The guy can’t help it -- in fact, he’d rather flaunt it. Tom Ford is a romantic. There, I’ve said it. The evidence is all over the loving, lingered-on, sleek surfaces of A Single Man, Ford’s directorial debut. Don’t mistake this for the Coen Brothers’ A Serious Man -- between these two and the multitude of films with Nine in their title, one idly wonders whether there’s such a thing as far too many people being on the same page -- though A Single Man is clearly one of its kind. I can’t recall another feature by a fashion designer of Ford’s caliber and renown -- Miramax co-founder Harvey Weinstein purchased Halston not so long ago, but even he hasn’t dared to actual pick up a needle and whip up a collection, which makes the former Gucci innovator’s achievement glow even greater.
The romantic bit is the surprise because everyone who drooled over the garb issued during Ford’s reign at Gucci and his briefer tenure overseeing Yves Saint-Laurent knew the man can definitely do sexy and hot. Restraint and romance seems the purview of Alice Temperley or Jane Campion, yet an exquisite, unrequited longing is exactly what Ford brings to this take on a Christopher Isherwood novel.
The year is 1962, and gay British college professor George Falconer (Colin Firth) is trying to make it through another day, horribly isolated in the sepia-tone SoCal sunshine. The longtime love of his life, Jim, has died suddenly in a car crash. George receives the news on the sly, courtesy of a family friend (voiced by an uncredited Jon Hamm of Mad Men), and he hasn’t been invited to the funeral. With nowhere to grieve and no one to confide in apart from his best friend Charley (Julianne Moore), George methodically goes about his ordinary work day with a crucial difference: He fully intends to kill himself at its close. The only thing that appears to be stopping him is Kenny (Nicholas Hoult), a mysterious, beautiful student in one of his classes. The choice is life -- and possible love -- over despair.

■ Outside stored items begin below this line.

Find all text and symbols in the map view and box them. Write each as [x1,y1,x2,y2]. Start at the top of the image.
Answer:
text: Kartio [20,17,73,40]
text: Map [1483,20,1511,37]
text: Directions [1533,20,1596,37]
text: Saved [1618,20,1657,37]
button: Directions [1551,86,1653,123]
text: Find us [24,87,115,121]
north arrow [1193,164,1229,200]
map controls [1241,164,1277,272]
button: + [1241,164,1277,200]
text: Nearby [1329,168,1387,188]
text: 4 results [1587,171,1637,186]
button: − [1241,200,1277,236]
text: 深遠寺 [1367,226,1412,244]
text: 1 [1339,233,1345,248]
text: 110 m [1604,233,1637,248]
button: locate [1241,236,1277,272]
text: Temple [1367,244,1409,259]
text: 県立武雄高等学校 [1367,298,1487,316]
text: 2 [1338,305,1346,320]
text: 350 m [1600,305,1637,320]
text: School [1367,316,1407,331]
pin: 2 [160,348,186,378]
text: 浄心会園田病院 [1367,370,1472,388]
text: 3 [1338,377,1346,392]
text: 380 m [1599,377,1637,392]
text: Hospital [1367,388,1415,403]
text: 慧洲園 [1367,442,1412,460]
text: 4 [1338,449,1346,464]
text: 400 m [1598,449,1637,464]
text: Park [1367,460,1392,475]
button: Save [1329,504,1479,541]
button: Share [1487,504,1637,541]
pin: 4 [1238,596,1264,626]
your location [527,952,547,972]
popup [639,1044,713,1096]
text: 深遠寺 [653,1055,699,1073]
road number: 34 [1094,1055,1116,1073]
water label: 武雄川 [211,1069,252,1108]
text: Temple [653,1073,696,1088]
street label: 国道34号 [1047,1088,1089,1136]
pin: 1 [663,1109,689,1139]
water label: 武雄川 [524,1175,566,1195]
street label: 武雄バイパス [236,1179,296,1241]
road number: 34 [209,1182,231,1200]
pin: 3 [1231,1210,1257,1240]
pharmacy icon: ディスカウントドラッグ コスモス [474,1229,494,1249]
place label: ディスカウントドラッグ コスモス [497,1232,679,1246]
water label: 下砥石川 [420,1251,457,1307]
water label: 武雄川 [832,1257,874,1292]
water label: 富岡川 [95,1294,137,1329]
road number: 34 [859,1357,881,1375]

Firth’s potent performance, which won the best actor award at the Venice Film Festival, does most of the heavy lifting in A Single Man, bringing nuance to the endless scenes of sublime objets, period architecture, toxically glorious L.A. sunsets and making us care about the fate of such a closed, closeted protagonist. The rush of emotions -- from aloofness to sudden anguish to quickly dampened-down hurt -- that flickers across George’s face when he’s told of Jim’s fatal accident, sets the bar high. As does Moore, whose boyishly named Charley has been pining for George despite the fact that he was taken: Moore sears through her scenes with fire-fly vividness -- a gorgeous train wreck of a divorcee with the languid glamour of a Burt Bacharach love song and the camp messiness of a long-lost Valley of the Dolls moppet.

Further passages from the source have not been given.